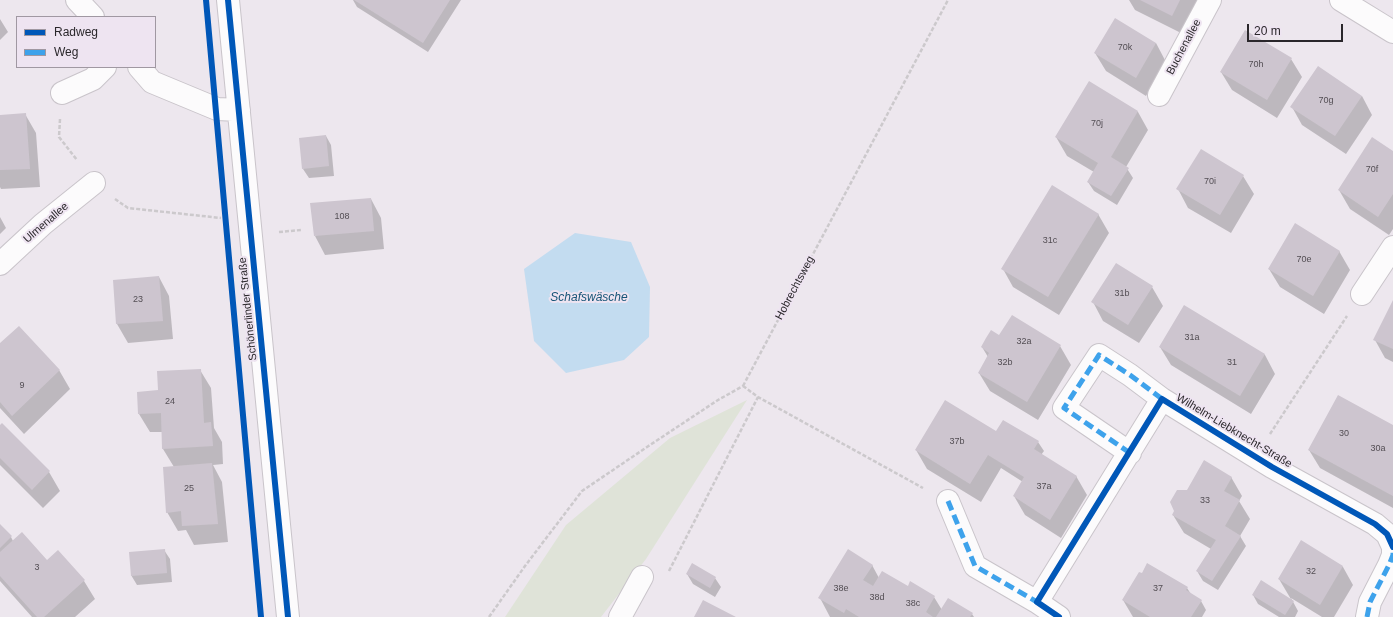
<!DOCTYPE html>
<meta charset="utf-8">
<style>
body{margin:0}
#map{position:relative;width:1393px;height:617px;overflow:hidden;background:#ede7ee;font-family:Arial,sans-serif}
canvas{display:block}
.legend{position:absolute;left:16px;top:16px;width:140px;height:52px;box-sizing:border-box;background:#eee4f1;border:1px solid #a098a2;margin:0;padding:5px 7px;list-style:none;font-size:12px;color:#2a272b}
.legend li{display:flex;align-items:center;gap:8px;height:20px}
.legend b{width:20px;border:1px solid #a098a2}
.scale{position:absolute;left:1247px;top:24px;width:96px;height:18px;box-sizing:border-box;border:2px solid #2a272b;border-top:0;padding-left:5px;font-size:12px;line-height:14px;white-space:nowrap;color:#2a272b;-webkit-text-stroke:3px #eee4f1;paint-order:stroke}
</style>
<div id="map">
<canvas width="1393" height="617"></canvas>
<ul class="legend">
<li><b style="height:5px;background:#0057b8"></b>Radweg</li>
<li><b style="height:5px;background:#3ea2eb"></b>Weg</li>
</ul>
<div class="scale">20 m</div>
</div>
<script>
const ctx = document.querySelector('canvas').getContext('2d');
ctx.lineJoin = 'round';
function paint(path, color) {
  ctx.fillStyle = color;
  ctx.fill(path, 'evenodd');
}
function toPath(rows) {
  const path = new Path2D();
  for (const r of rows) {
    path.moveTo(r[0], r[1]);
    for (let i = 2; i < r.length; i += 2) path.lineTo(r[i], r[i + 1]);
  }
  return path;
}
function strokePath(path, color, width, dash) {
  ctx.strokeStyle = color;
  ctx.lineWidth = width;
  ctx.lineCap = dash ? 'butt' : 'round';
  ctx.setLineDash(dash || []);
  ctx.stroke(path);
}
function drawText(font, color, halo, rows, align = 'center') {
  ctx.font = font + ' Arial,sans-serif';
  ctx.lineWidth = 4;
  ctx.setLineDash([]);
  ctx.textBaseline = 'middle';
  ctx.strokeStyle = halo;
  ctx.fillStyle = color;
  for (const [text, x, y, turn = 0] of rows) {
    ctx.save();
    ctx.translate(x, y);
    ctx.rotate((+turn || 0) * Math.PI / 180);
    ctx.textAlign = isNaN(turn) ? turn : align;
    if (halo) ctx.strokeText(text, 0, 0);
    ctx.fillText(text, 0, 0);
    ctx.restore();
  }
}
const green = toPath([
 [747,400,646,559,601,617,505,617,566,525,670,438]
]);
const water = toPath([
 [575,233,631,242,650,287,649,337,624,360,566,373,534,341,524,269]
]);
const shadow = toPath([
 [353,0,461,0,428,52,357,7],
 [1129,0,1200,0,1183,34,1135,10],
 [0,19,8,32,0,40],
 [1156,43,1166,62,1146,96,1106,71,1095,53],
 [1291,59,1302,77,1277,118,1232,90,1221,72],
 [1090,83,1138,112,1148,130,1126,167,1133,178,1117,205,1094,191,1088,182,1094,172,1067,156,1056,137],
 [1362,96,1372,115,1346,154,1302,125,1292,107],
 [25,114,36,133,40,187,1,189,0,187,0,116],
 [326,136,331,145,334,176,309,178,303,169],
 [1393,152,1393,229,1389,235,1350,209,1339,190],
 [1243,176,1254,194,1231,233,1188,208,1178,189],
 [371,199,381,218,384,249,325,255,315,236],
 [1098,214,1109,233,1059,315,1013,287,1003,269],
 [0,217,6,228,0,234],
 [1339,251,1350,270,1324,314,1280,287,1269,269],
 [159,277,169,296,173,339,128,343,117,324,114,281],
 [1152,287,1163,306,1139,343,1103,321,1093,302],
 [1393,302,1393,362,1385,358,1375,340],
 [1184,307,1265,355,1275,374,1251,414,1171,365,1160,347],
 [1000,337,1060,346,1071,365,1038,420,990,391,979,373,988,357,982,347],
 [0,345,59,370,70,389,24,434,0,408],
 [200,370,211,388,214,428,222,442,223,464,213,465,222,482,228,542,194,545,186,530,178,531,167,512,174,467,163,449,163,432,150,432,139,414,159,391],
 [2,424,49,472,60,491,43,508,0,465,0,426],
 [1393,426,1393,508,1320,468,1309,450],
 [997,432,1038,442,1044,451,1041,455,1076,476,1087,495,1061,538,1025,515,1014,496,1023,482,1001,468,981,502,927,469,916,450],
 [1231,477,1242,496,1239,501,1250,519,1240,536,1246,546,1218,590,1203,581,1197,571,1211,549,1184,533,1173,515,1188,491],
 [0,527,11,537,13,541,47,562,84,581,95,599,75,617,32,617,0,581],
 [1302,542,1343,567,1353,585,1334,617,1322,617,1291,598,1298,611,1295,617,1279,617,1258,604,1253,595,1292,601,1279,579],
 [164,550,170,559,172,582,137,585,131,575],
 [872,565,879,578,908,588,910,583,934,597,942,610,972,614,974,617,830,617,820,598],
 [687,574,715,578,721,587,715,597,693,584],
 [1187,588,1191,594,1201,601,1206,610,1202,617,1133,617,1123,600]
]);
const building = toPath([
 [354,0,450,0,423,43],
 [1140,0,1180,0,1172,16],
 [1115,18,1156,43,1136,78,1094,53],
 [1245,30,1292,58,1267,100,1220,72],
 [1318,66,1362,96,1335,136,1290,107],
 [1089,81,1138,111,1111,157,1129,168,1111,196,1087,182,1098,163,1055,137],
 [26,113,30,169,0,170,0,115],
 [326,135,329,166,302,169,299,138],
 [1372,137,1393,151,1393,194,1378,217,1338,190],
 [1201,149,1244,175,1220,215,1176,189],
 [1052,185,1099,214,1048,297,1001,269],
 [371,198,374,231,314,236,310,203],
 [1295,223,1340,251,1313,296,1268,269],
 [1116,263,1153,286,1128,325,1091,302],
 [159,276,163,321,116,324,113,280],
 [1393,300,1393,349,1373,340],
 [1184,305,1265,354,1240,396,1159,347],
 [1012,315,1061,345,1027,402,978,373,989,353,981,347,986,338,991,330,999,335],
 [19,326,60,370,12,416,0,402,0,343],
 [201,369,204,423,211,422,213,446,162,449,161,413,138,414,137,392,158,390,157,371],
 [1338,395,1393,425,1393,496,1308,450],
 [945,400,996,431,1003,420,1039,441,1034,449,1077,476,1050,520,1013,496,1024,477,988,455,970,484,915,450],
 [2,423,50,471,32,490,0,458,0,425],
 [1204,460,1232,477,1224,491,1240,500,1225,526,1241,536,1212,581,1196,571,1216,540,1172,515,1174,511,1170,502,1177,490,1187,490],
 [212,463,218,524,182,526,181,511,166,513,163,467],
 [0,524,12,536,0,548],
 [22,532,47,560,58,550,85,580,44,617,37,617,0,576,0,552],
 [1301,540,1343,566,1320,605,1278,579],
 [165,549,167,573,131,576,129,552],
 [848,549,873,565,863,580,873,586,882,571,908,586,910,581,935,596,926,612,933,617,859,617,846,609,844,613,818,598],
 [692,563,716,577,710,588,686,574],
 [1147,563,1188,587,1186,590,1202,600,1191,617,1150,617,1122,600,1139,572,1142,573],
 [1261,580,1294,601,1285,615,1252,595],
 [948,598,973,613,970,617,936,617],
 [703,600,736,617,694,617]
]);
const path = toPath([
 [60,119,59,137,77,160],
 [115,199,128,208,221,218],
 [279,232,301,230],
 [743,386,948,0],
 [743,386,758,397,923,488],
 [1270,434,1347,316],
 [669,571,758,397],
 [489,617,525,566,582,491,647,447,718,400,743,386]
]);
const minor = toPath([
 [77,0,93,17],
 [228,0,288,617],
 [1341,0,1393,32],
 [139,67,152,82,217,109,239,110],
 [62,93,93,79,105,67],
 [1159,95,1210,0],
 [0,264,43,224,94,183],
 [1362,294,1393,247],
 [1130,453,1064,408,1099,355,1130,375,1162,399],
 [948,501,975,566,1037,602],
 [620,617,642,577],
 [1059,617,1037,602,1162,399,1272,467,1375,524,1387,534,1393,547],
 [1367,617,1370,602,1389,565,1393,555,1393,549]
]);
const quiet = toPath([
 [1130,453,1064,408,1099,355,1130,375,1162,399],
 [948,501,975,566,1037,602],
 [1367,617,1370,602,1389,565,1393,555,1393,549]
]);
const cycleway = toPath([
 [206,0,261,617],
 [228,0,288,617],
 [1059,617,1037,602,1162,399,1272,467,1375,524,1387,534,1393,547]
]);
const numberNames = [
 ["70k",1125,48],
 ["70h",1256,65],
 ["70g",1326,101],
 ["70j",1097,124],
 ["70f",1372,170],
 ["70i",1210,182],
 ["108",342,217],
 ["31c",1050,241],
 ["70e",1304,260],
 ["31b",1122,294],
 ["23",138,300],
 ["31a",1192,338],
 ["32a",1024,342],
 ["32b",1005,363],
 ["31",1232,363],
 ["9",22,386],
 ["24",170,402],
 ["30",1344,434],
 ["37b",957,442],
 ["30a",1378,449],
 ["37a",1044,487],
 ["25",189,489],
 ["33",1205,501],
 ["3",37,568],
 ["32",1311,572],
 ["38e",841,589],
 ["37",1158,589],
 ["38d",877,598],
 ["38c",913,604]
];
const streetNames = [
 ["Buchenallee",1184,47,-62],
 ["Ulmenallee",46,223,-41],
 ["Hobrechtsweg",795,288,-62],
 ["Schönerlinder Straße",248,309,-96],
 ["Wilhelm-Liebknecht-Straße",1234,431,31]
];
const waterNames = [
 ["Schafswäsche",589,298]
];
paint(green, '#dfe3d8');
paint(water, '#c3dcf0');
paint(shadow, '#0003');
paint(building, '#cdc5cf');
strokePath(minor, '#c9c4ca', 24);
strokePath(path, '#ccc9cc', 2.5, [4, 2]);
strokePath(minor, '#fcfbfc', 22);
strokePath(quiet, '#3ea2eb', 5, [10, 5]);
strokePath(cycleway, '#0057b8', 6);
drawText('9px', '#534e54', null, numberNames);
drawText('11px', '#2a272b', '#eee4f1', streetNames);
drawText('italic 12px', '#165477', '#eee4f1', waterNames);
</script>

◆ ◆ ◆ ◆ ◆ ◆ ◆

● Prompt
Once you have checked every line of the material above, return the ones that hold the string "strokeStyle".

● Solution for this task
  ctx.strokeStyle = color;
  ctx.strokeStyle = halo;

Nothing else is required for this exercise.